▸ **ASSIGNMENT**
Among the lines of the records below, count those with the word "Hamilton". Reply with that number alone.

▸ **STUDY MATERIAL**
▼▼▼
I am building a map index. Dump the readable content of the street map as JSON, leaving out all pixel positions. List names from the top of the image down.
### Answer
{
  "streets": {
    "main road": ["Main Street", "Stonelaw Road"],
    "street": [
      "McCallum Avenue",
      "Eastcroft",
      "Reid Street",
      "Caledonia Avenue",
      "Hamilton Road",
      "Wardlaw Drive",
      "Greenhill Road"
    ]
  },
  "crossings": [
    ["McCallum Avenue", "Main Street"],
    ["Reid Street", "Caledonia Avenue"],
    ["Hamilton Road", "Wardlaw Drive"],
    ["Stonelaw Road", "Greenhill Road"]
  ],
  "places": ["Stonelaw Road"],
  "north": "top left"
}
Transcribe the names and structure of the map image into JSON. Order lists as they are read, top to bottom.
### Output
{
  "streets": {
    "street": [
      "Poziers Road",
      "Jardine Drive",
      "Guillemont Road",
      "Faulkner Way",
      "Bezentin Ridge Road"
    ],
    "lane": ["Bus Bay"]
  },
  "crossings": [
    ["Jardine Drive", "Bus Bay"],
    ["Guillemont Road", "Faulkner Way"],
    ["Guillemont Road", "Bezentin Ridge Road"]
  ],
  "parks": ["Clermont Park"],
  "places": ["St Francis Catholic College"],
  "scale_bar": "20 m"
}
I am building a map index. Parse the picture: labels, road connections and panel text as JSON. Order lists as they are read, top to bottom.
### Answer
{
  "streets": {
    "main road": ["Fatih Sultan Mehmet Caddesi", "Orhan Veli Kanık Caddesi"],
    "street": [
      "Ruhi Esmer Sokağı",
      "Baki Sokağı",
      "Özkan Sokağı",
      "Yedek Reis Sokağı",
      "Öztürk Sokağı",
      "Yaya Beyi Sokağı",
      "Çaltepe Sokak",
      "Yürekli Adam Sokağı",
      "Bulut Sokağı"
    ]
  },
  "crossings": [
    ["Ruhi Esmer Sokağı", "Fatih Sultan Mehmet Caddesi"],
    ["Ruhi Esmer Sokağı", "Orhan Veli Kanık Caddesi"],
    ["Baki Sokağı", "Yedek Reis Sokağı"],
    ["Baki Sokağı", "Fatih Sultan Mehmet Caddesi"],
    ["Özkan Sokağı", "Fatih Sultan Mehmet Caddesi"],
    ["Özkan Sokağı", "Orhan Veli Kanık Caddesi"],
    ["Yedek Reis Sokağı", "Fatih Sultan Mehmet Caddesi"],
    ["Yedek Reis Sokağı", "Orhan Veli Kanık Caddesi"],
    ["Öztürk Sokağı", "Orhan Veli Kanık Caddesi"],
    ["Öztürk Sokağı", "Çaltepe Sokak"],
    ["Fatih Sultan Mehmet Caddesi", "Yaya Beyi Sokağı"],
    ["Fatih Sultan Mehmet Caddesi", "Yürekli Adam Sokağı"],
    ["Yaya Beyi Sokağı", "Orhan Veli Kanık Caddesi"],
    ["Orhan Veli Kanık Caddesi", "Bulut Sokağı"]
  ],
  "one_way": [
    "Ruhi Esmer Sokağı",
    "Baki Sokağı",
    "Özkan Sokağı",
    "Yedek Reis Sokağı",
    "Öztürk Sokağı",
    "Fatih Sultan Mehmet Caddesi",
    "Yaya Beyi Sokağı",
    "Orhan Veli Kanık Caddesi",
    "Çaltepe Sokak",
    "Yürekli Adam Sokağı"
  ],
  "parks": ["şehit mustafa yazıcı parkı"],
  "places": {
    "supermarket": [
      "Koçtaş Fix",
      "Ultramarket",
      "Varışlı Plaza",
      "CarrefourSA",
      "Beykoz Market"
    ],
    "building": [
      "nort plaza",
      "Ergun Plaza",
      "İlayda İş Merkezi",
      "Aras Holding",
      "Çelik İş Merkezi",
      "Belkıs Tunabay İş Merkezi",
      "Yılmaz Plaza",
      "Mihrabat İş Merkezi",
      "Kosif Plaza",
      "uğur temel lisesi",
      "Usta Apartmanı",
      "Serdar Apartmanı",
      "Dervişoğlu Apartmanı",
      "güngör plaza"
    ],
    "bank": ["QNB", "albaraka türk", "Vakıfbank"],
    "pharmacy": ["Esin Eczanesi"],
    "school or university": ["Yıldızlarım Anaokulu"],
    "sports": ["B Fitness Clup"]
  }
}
▲▲▲
▸ **TASK ANSWER**
2